* Stored data entries *

Segment Open

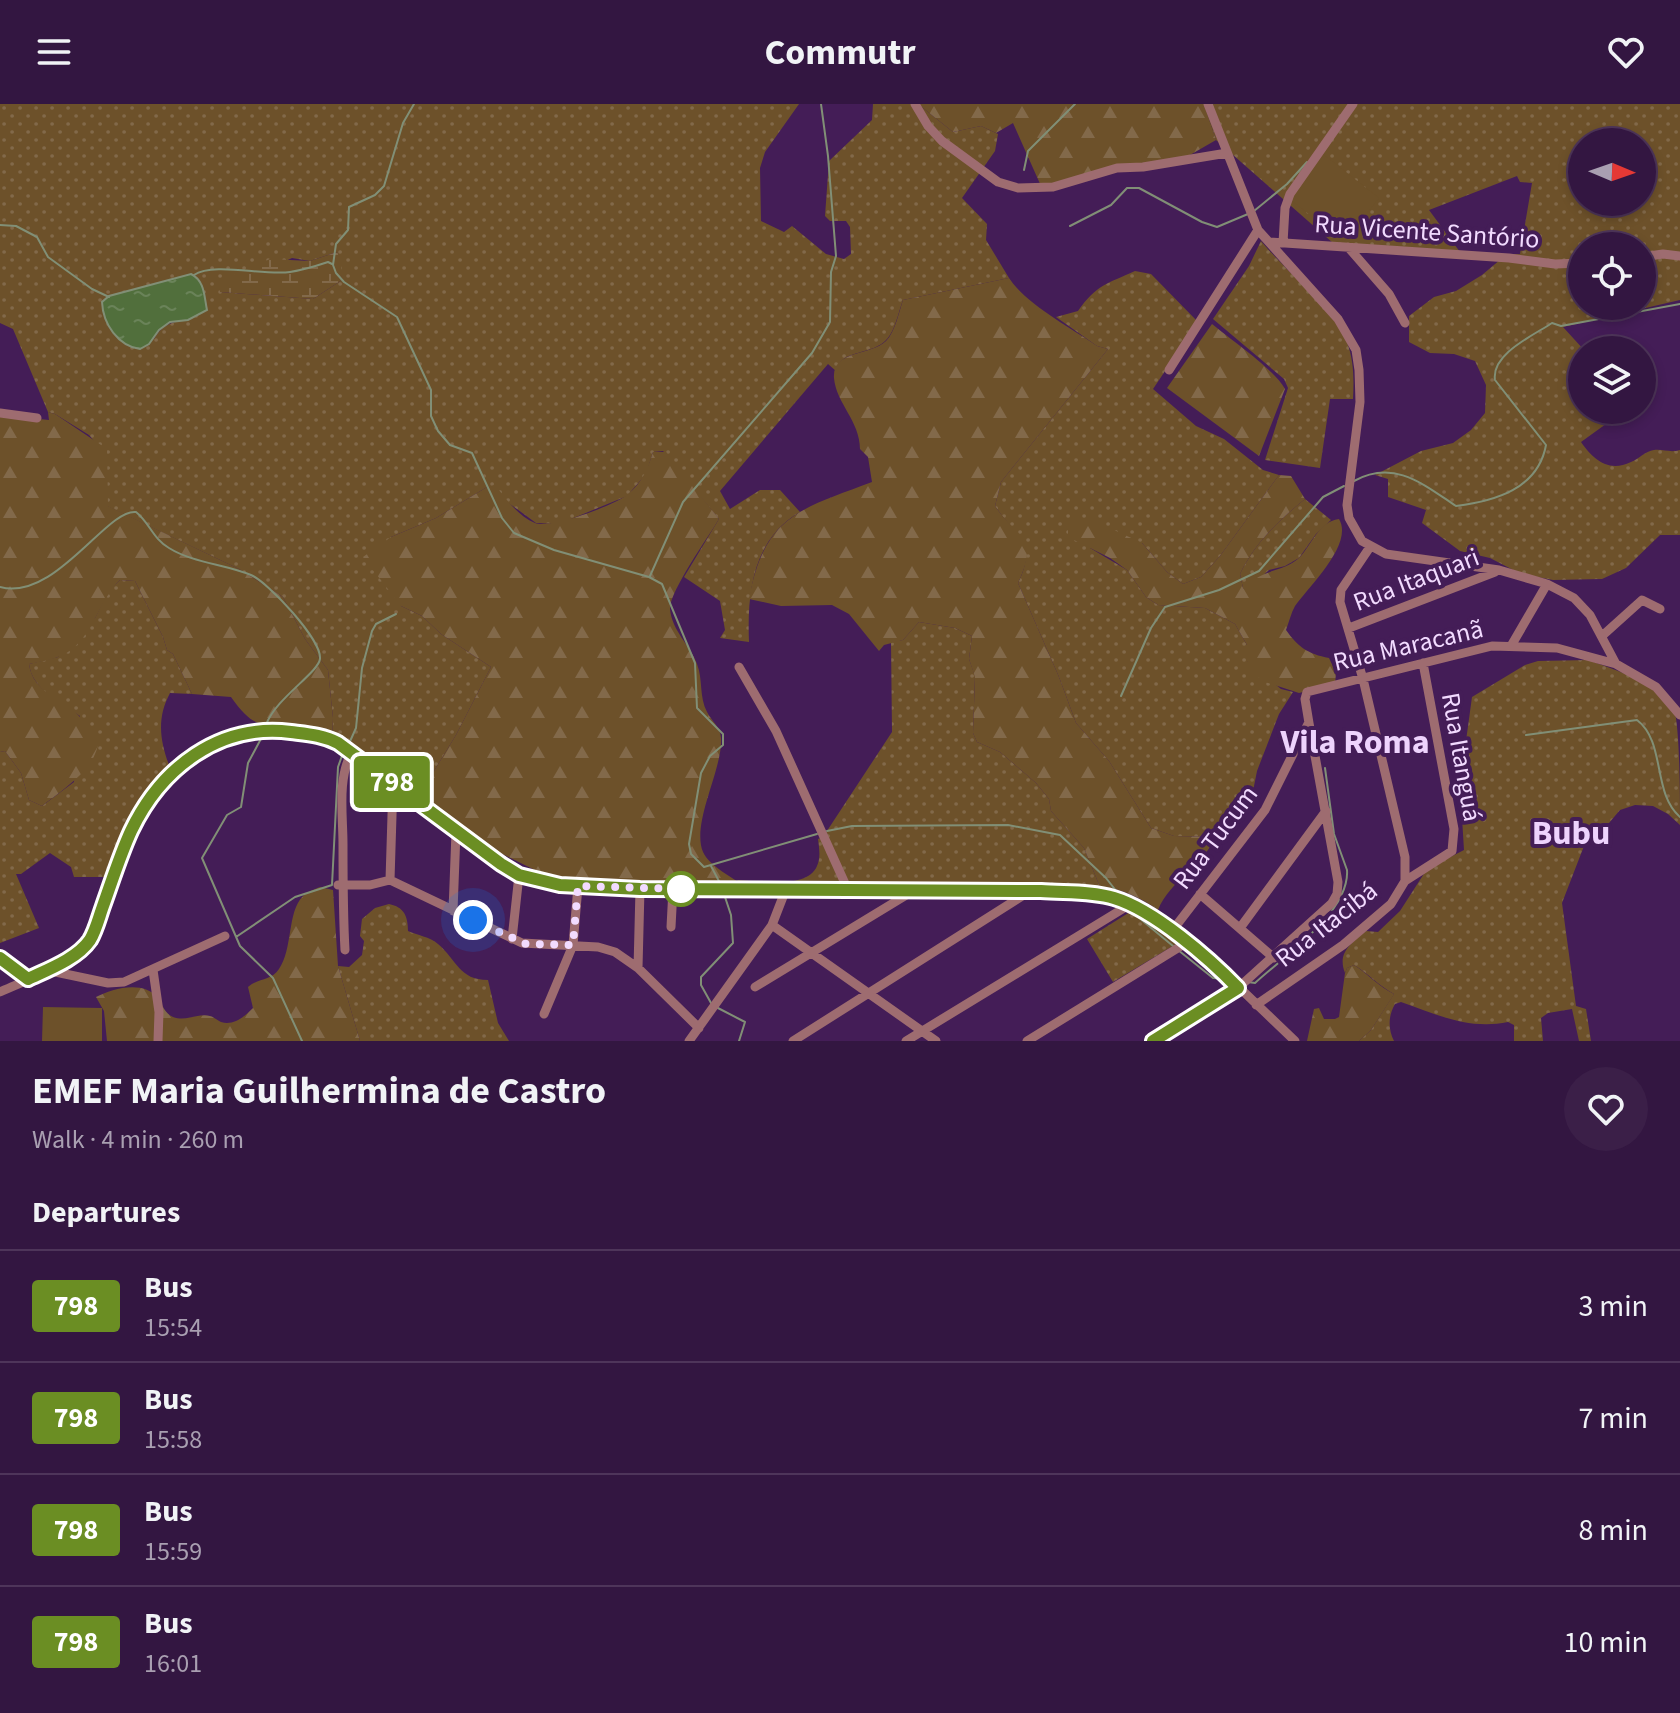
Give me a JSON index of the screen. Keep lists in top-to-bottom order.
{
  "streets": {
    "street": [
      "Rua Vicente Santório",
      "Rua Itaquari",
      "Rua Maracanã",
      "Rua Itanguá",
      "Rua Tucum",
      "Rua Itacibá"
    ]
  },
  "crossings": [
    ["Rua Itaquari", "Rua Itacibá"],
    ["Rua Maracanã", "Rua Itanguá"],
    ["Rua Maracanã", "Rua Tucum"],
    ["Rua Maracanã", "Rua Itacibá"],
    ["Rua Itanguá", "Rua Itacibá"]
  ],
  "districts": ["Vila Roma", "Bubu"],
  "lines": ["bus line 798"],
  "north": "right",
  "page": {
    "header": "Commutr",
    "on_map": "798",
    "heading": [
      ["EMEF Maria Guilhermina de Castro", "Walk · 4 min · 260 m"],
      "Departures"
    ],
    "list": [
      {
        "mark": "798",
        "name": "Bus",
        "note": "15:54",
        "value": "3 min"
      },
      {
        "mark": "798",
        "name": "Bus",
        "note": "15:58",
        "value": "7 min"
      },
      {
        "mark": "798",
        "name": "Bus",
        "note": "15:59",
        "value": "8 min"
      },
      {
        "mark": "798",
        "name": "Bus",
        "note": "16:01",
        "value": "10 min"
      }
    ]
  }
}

Segment Closed

* EXERCISE AIM *
Scan the entries above and copy each line where "Itanguá" occurs.

* EXERCISE RESPONSE *
      "Rua Itanguá",
    ["Rua Maracanã", "Rua Itanguá"],
    ["Rua Itanguá", "Rua Itacibá"]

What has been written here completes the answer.